Heather Reimer

My “Story” and why this movement is important… I am fighting for women to understand that not all breast tissue is alike.  If you have Dense Breast Tissue, you need to ask more questions and get your annual mammogram along with an additional screening designed for Dense Breast Tissue.

In December 2010, I had a mammogram as part of my 40-year-old preventative screening. It was clear. At that time, I had been told I had Dense Breast Tissue, which makes reading a standard mammogram more difficult, and was given a hand-held ultrasound examination. Again, I was given the “all clear” message.

September 2011, I needed to complete two points for my workplace wellness program. For these points, I opted for a new automated breast screening exam designed for Dense Breast Tissue. I had no worry or concern, and this seemed to be the best option for completing my final two points.

An automated whole-breast ultrasound has no radiation exposure and no uncomfortable squishing like a mammogram. The procedure was easy. The radiologist reviewed it immediately and told me that I had six areas, three on the right and three on the left that needed a closer look. She assured me that it was probably not a big deal as the ultrasound often identifies little details that turn out to be nothing, so I left the appointment without much concern.
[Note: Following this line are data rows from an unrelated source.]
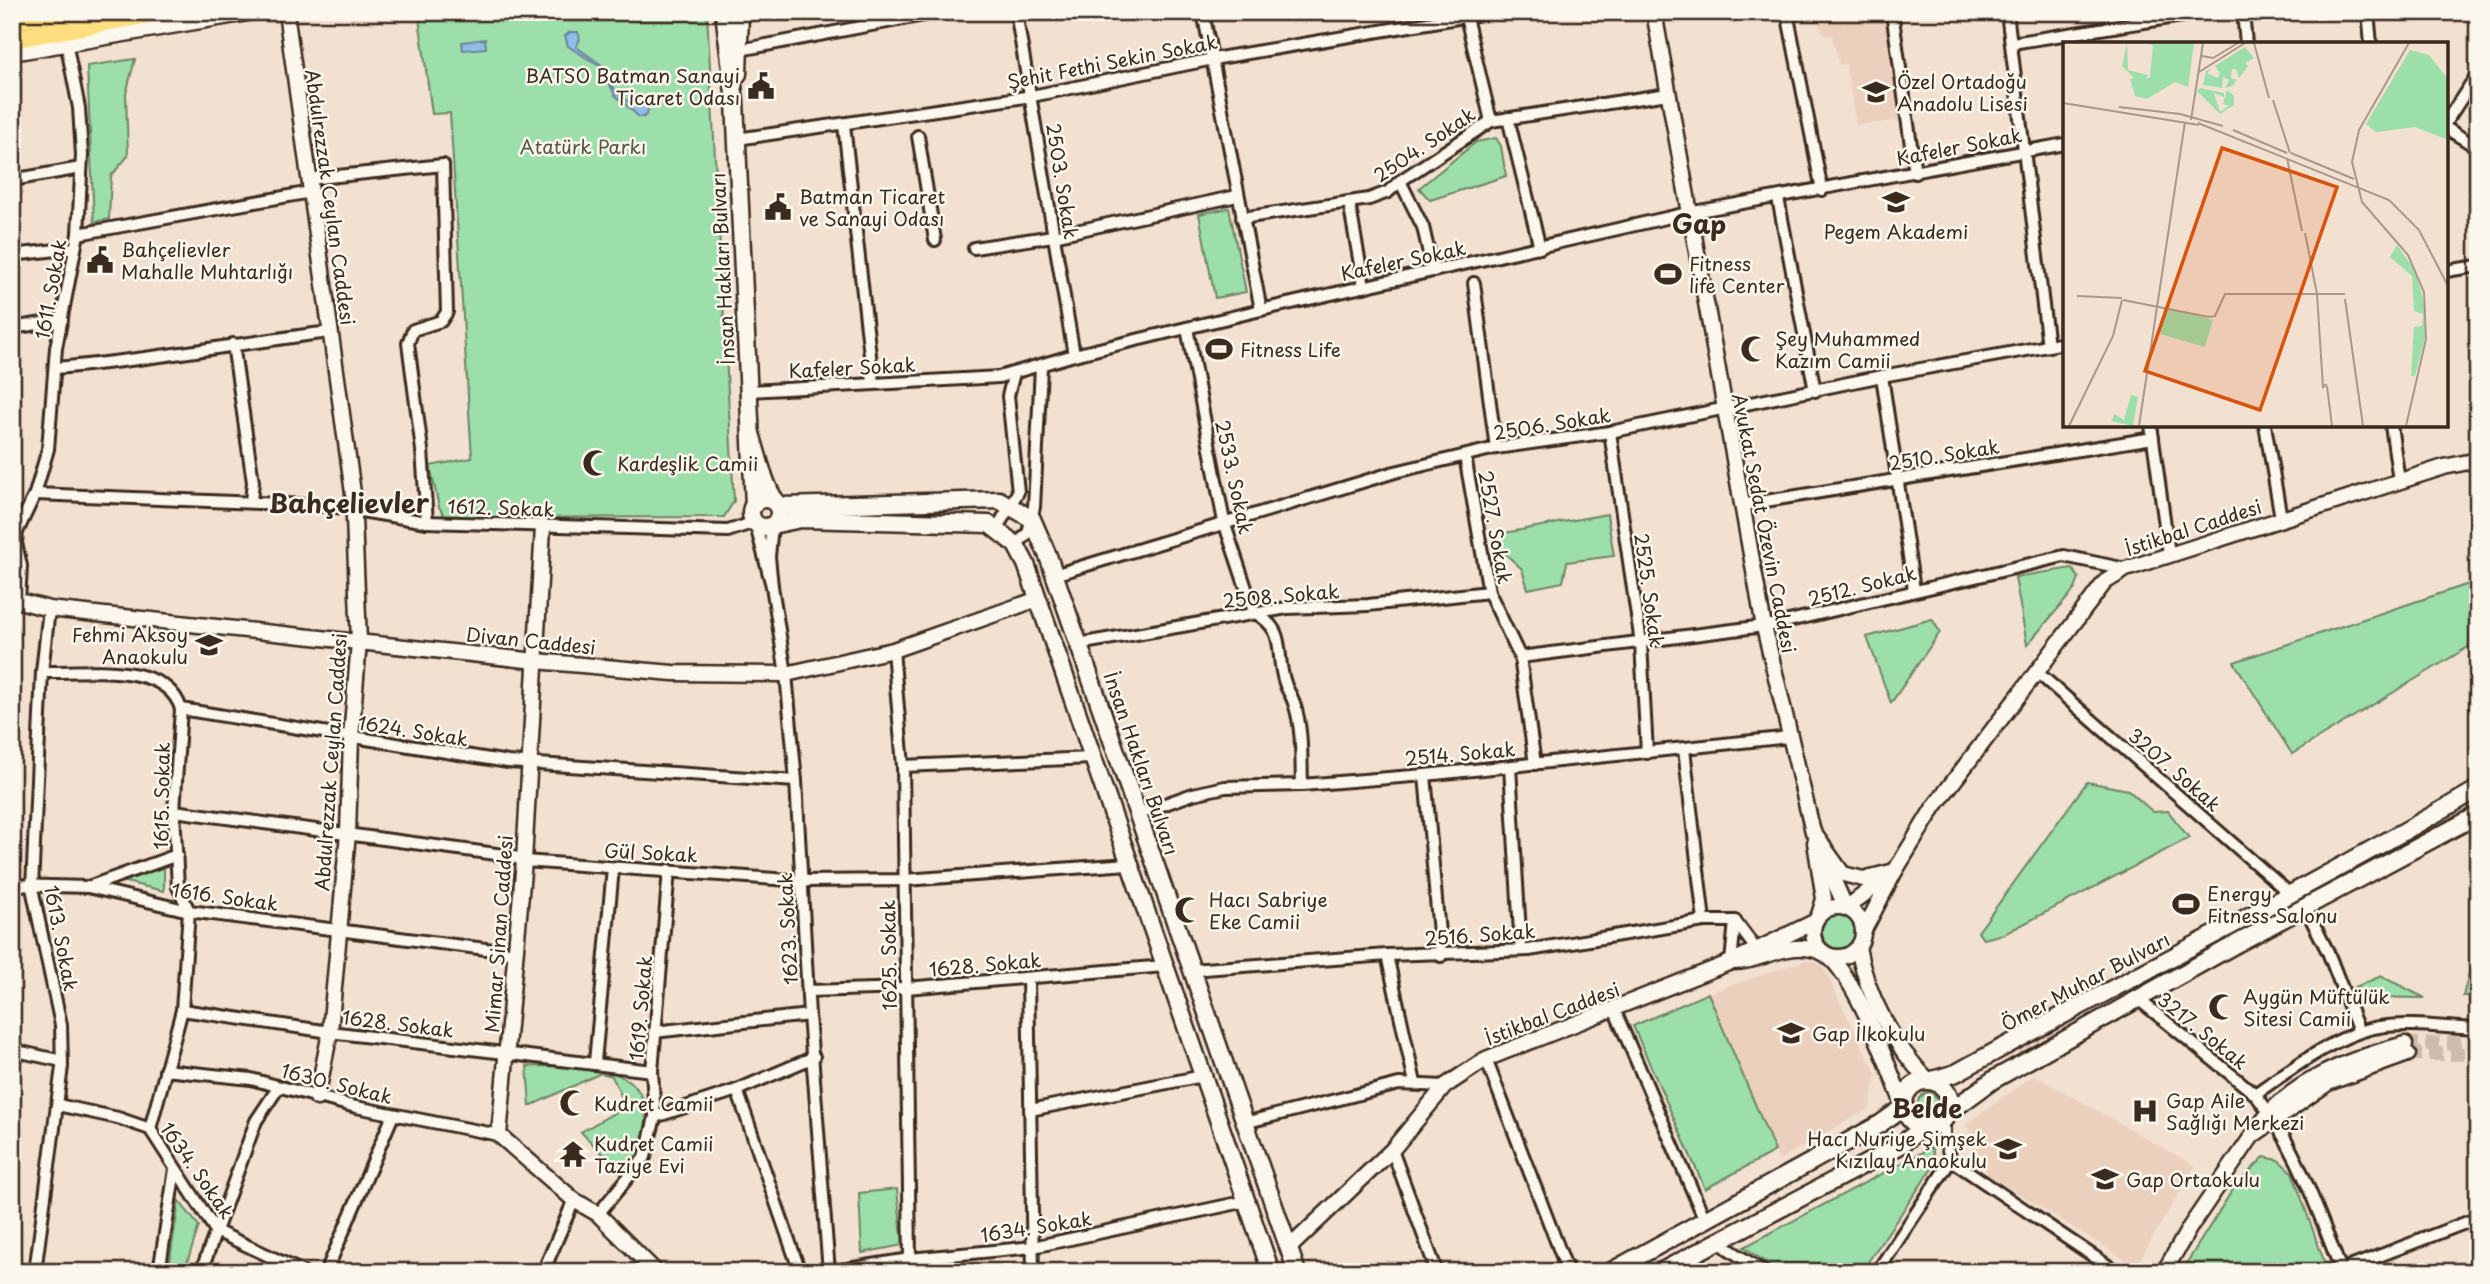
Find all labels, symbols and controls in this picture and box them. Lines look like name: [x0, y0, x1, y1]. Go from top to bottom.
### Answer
street label: Şehit Fethi Sekin Sokak: [1004, 27, 1220, 95]
inset map: [2063, 42, 2448, 427]
place label: BATSO Batman Sanayi Ticaret Odası: [525, 61, 740, 111]
street label: Abdulrezzak Ceylan Caddesi: [299, 67, 363, 327]
place label: Özel Ortadoğu Anadolu Lisesi: [1897, 67, 2028, 117]
public building icon: BATSO Batman Sanayi Ticaret Odası: [746, 71, 776, 101]
school or university icon: Özel Ortadoğu Anadolu Lisesi: [1861, 77, 1891, 107]
street label: 2504. Sokak: [1368, 100, 1480, 188]
street label: Kafeler Sokak: [1894, 120, 2024, 172]
street label: 2503. Sokak: [1040, 121, 1086, 241]
park label: Atatürk Parkı: [520, 132, 646, 160]
street label: İnsan Hakları Bulvarı: [703, 172, 741, 366]
place label: Batman Ticaret ve Sanayi Odası: [799, 182, 946, 232]
school or university icon: Pegem Akademi: [1881, 187, 1911, 217]
public building icon: Batman Ticaret ve Sanayi Odası: [763, 192, 793, 222]
district label: Gap: [1672, 204, 1726, 243]
place label: Pegem Akademi: [1824, 217, 1968, 245]
street label: Kafeler Sokak: [1338, 233, 1468, 287]
place label: Bahçelievler Mahalle Muhtarlığı: [121, 235, 293, 285]
street label: 1611. Sokak: [27, 236, 73, 341]
public building icon: Bahçelievler Mahalle Muhtarlığı: [85, 245, 115, 275]
place label: Fitness life Center: [1689, 249, 1785, 299]
sports icon: Fitness life Center: [1653, 259, 1683, 289]
place label: Şey Muhammed Kazım Camii: [1775, 324, 1920, 374]
sports icon: Fitness Life: [1204, 334, 1234, 364]
mosque icon: Şey Muhammed Kazım Camii: [1739, 334, 1769, 364]
place label: Fitness Life: [1240, 335, 1341, 363]
street label: Kafeler Sokak: [788, 350, 916, 384]
street label: Avukat Sedat Özevin Caddesi: [1726, 391, 1804, 655]
street label: 2506. Sokak: [1491, 400, 1613, 446]
street label: 2533. Sokak: [1209, 417, 1261, 537]
street label: 2510. Sokak: [1887, 431, 2001, 477]
mosque icon: Kardeşlik Camii: [581, 448, 611, 478]
place label: Kardeşlik Camii: [617, 449, 758, 477]
street label: 2527. Sokak: [1472, 468, 1520, 586]
district label: Bahçelievler: [269, 483, 430, 522]
street label: 1612. Sokak: [447, 491, 555, 523]
street label: İstikbal Caddesi: [2121, 492, 2265, 562]
street label: 2525. Sokak: [1628, 531, 1672, 649]
street label: 2512. Sokak: [1805, 558, 1919, 612]
street label: 2508. Sokak: [1222, 576, 1341, 614]
street label: Divan Caddesi: [465, 619, 597, 661]
place label: Fehmi Aksoy Anaokulu: [72, 620, 188, 670]
school or university icon: Fehmi Aksoy Anaokulu: [194, 630, 224, 660]
street label: Abdulrezzak Ceylan Caddesi: [307, 632, 353, 892]
street label: İnsan Hakları Bulvarı: [1097, 667, 1187, 859]
street label: 1624. Sokak: [356, 707, 470, 753]
street label: 3207. Sokak: [2122, 721, 2228, 817]
street label: 2514. Sokak: [1404, 734, 1516, 772]
street label: 1615. Sokak: [146, 742, 176, 850]
street label: Mimar Sinan Caddesi: [477, 834, 519, 1034]
street label: Gül Sokak: [603, 836, 699, 868]
street label: 1623. Sokak: [770, 872, 804, 986]
street label: 1616. Sokak: [170, 875, 280, 917]
place label: Energy Fitness Salonu: [2207, 879, 2338, 929]
street label: 1613. Sokak: [38, 883, 86, 993]
place label: Hacı Sabriye Eke Camii: [1209, 885, 1328, 935]
sports icon: Energy Fitness Salonu: [2171, 889, 2201, 919]
mosque icon: Hacı Sabriye Eke Camii: [1173, 895, 1203, 925]
street label: 1625. Sokak: [873, 899, 903, 1011]
street label: 2516. Sokak: [1424, 916, 1536, 952]
street label: Ömer Muhar Bulvarı: [1996, 925, 2174, 1037]
street label: 1628. Sokak: [928, 945, 1042, 983]
street label: 1619. Sokak: [621, 954, 659, 1062]
street label: İstikbal Caddesi: [1481, 974, 1623, 1052]
place label: Aygün Müftülük Sitesi Camii: [2243, 982, 2390, 1032]
street label: 3217. Sokak: [2152, 985, 2255, 1076]
mosque icon: Aygün Müftülük Sitesi Camii: [2207, 992, 2237, 1022]
street label: 1628. Sokak: [341, 1002, 456, 1044]
school or university icon: Gap İlkokulu: [1776, 1018, 1806, 1048]
place label: Gap İlkokulu: [1812, 1019, 1925, 1047]
street label: 1630. Sokak: [279, 1056, 395, 1110]
place label: Gap Aile Sağlığı Merkezi: [2166, 1086, 2304, 1136]
mosque icon: Kudret Camii: [558, 1088, 588, 1118]
district label: Belde: [1892, 1088, 1962, 1127]
place label: Kudret Camii: [594, 1089, 714, 1117]
hospital icon: Gap Aile Sağlığı Merkezi: [2130, 1096, 2160, 1126]
street label: 1634. Sokak: [154, 1116, 242, 1224]
place label: Hacı Nuriye Şimşek Kızılay Anaokulu: [1808, 1124, 1987, 1174]
place label: Kudret Camii Taziye Evi: [594, 1129, 714, 1179]
school or university icon: Hacı Nuriye Şimşek Kızılay Anaokulu: [1993, 1134, 2023, 1164]
temple icon: Kudret Camii Taziye Evi: [558, 1139, 588, 1169]
school or university icon: Gap Ortaokulu: [2090, 1164, 2120, 1194]
place label: Gap Ortaokulu: [2126, 1165, 2260, 1193]
street label: 1634. Sokak: [979, 1203, 1094, 1249]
As a precaution, I followed up with a diagnostic mammogram and a hand-held diagnostic ultrasound exam. The radiologist reviewed the scans and told me that all the areas looked normal except for one spot on my left breast. The spot on my left breast still could not be seen by the mammogram but was detected with ultrasound.  She recommended I have a biopsy to rule out any concerns. GULP! This news freaked me out to say the least.

On November 6, I had my biopsy. The procedure was not too painful. The doctor said the spot was deep in the outer part of my left breast, nearly under my arm. They anticipated having the results back in about 2 days.

​On November 8, my surgeon called me at 8:30 in the evening. He calmly told me that the biopsy confirmed that I had breast cancer. Words you never think you will hear. He proceeded to say it appears to be diagnosed as Triple Negative Metastatic Carcinoma.  There was some uncertainty regarding the biopsy, questioning if it was done on a tumor or a lymph node. This potentially created a big concern. If the biopsy was done on a lymph node then the question remained, where the tumor is and cancer in a lymph node is considered metastasized and this with Triple Negative seems a pretty poor prognosis. Because of these concerns I had to have an MRI and PET SCAN to find the tumor (no tumor could be found). So, I had a second opinion at Johns Hopkins, the diagnosis remained the same.

My surgeon and I decided to be aggressive since I appeared to have aggressive cancer. I chose to have a radical modified mastectomy. If there could be a silver lining it was that the surgery brought a new diagnosis. A biopsy takes such a small amount of tissue that when the entire breast was scrutinized by pathology the new diagnosis was determined as Invasive Ductal Carcinoma Triple Negative Grade 3 Stage 2. This was good news! Although Triple Negative is a very aggressive cancer and has a high chance of recurrence, having a tumor and not having a metastatic cancer was such a better outcome. In 2012, I had multiple surgeries and 5 months of ACT chemo.

Sadly my story is not unique.  I was fortunate enough, by chance, to have additional ultrasound imaging for no other reason than to complete points for my workplace wellness program.  I am convinced my aggressive cancer would have gone unnoticed had it not been for the additional ultrasound examination.